=== What the task asks ===
Pull out each line of the records holding the string "City".

=== Stored items ===
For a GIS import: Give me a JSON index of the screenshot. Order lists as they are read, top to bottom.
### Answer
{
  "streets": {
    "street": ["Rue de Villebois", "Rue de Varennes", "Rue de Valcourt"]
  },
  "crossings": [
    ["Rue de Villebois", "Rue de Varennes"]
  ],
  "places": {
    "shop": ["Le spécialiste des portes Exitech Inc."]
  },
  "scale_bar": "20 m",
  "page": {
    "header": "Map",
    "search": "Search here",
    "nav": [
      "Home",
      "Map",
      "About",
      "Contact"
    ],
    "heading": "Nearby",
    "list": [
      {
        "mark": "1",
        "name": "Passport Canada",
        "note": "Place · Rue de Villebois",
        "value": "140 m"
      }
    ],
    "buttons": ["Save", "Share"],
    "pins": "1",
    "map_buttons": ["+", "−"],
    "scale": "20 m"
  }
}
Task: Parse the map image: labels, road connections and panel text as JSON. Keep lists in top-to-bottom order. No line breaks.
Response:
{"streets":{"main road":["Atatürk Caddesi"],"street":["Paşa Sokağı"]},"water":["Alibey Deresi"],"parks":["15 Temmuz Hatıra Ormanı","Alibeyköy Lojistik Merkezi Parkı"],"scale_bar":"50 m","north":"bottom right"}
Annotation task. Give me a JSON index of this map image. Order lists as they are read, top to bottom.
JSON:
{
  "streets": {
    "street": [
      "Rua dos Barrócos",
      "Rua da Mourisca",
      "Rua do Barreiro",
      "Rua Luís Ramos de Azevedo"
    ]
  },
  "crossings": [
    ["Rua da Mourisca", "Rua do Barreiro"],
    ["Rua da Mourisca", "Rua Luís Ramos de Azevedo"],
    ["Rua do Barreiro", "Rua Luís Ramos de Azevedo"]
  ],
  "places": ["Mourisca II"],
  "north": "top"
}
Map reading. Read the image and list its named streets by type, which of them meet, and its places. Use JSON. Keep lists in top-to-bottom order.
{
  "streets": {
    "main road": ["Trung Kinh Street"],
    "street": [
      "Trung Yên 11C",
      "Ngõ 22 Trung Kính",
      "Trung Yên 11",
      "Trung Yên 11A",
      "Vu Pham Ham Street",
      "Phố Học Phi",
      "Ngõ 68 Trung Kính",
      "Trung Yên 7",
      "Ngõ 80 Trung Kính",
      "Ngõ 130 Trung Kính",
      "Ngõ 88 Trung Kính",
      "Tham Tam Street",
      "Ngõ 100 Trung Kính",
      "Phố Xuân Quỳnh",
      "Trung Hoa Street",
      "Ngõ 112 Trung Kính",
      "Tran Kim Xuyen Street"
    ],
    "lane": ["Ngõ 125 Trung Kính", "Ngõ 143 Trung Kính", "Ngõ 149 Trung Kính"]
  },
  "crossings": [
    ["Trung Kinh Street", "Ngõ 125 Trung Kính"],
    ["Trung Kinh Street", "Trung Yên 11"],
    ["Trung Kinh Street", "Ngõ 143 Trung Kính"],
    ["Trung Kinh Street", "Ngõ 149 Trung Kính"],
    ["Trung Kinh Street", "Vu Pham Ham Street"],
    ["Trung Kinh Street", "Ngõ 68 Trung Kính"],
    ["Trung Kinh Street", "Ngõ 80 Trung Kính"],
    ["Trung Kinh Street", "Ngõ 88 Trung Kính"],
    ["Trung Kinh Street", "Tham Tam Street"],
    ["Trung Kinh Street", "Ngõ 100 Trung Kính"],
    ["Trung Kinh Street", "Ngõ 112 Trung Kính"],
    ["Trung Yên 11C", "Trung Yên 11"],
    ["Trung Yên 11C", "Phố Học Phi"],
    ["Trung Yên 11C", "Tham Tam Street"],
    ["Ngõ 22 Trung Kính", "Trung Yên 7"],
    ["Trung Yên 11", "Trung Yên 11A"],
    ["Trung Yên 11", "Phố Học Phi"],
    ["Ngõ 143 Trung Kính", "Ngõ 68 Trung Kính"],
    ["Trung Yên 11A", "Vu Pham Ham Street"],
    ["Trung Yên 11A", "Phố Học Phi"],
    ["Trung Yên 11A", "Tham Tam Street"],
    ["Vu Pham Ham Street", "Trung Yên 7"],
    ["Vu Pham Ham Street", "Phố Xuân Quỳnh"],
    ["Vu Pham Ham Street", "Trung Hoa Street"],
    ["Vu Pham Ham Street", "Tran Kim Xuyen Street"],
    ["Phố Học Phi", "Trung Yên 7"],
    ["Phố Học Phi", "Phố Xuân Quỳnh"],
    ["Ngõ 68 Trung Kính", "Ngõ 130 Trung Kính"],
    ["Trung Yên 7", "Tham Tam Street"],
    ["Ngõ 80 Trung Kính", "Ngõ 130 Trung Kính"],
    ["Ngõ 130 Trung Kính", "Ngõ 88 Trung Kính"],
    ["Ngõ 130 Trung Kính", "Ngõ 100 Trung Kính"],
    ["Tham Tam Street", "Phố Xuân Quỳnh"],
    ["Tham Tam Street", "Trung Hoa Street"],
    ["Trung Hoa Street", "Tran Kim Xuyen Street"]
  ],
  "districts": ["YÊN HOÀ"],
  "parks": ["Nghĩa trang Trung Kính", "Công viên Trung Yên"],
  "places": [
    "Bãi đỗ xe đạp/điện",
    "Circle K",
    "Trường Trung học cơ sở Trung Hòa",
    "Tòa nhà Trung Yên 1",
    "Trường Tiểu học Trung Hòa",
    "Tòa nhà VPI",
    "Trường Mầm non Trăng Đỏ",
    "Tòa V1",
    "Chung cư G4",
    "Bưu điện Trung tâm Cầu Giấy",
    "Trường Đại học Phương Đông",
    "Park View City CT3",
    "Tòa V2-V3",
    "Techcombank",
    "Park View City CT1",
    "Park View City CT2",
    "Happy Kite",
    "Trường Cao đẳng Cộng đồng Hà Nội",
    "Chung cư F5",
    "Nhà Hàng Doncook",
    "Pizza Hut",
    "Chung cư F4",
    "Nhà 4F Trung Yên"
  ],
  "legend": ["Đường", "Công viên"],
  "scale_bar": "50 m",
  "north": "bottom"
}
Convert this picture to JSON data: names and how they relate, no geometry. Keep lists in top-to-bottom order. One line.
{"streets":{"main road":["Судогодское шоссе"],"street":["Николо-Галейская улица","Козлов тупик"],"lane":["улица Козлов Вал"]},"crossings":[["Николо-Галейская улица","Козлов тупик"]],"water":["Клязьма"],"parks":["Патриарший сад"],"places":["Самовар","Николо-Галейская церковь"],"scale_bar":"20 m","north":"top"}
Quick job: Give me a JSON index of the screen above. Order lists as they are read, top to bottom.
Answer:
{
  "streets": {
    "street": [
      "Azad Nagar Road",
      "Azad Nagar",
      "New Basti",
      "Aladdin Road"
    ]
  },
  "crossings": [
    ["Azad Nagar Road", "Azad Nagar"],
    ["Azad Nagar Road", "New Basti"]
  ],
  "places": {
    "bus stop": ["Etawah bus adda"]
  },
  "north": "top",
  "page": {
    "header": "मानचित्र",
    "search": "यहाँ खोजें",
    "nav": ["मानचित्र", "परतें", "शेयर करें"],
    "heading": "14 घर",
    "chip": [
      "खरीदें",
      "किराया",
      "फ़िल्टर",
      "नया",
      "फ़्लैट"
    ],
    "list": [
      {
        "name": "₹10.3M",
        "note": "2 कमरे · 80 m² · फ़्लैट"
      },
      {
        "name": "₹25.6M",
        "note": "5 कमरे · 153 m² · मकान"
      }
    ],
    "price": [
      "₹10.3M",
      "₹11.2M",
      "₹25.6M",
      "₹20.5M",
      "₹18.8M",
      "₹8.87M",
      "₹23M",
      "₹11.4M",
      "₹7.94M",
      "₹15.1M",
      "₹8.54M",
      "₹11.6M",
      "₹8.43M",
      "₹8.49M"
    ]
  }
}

=== Output below ===
    "Park View City CT3",
    "Park View City CT1",
    "Park View City CT2",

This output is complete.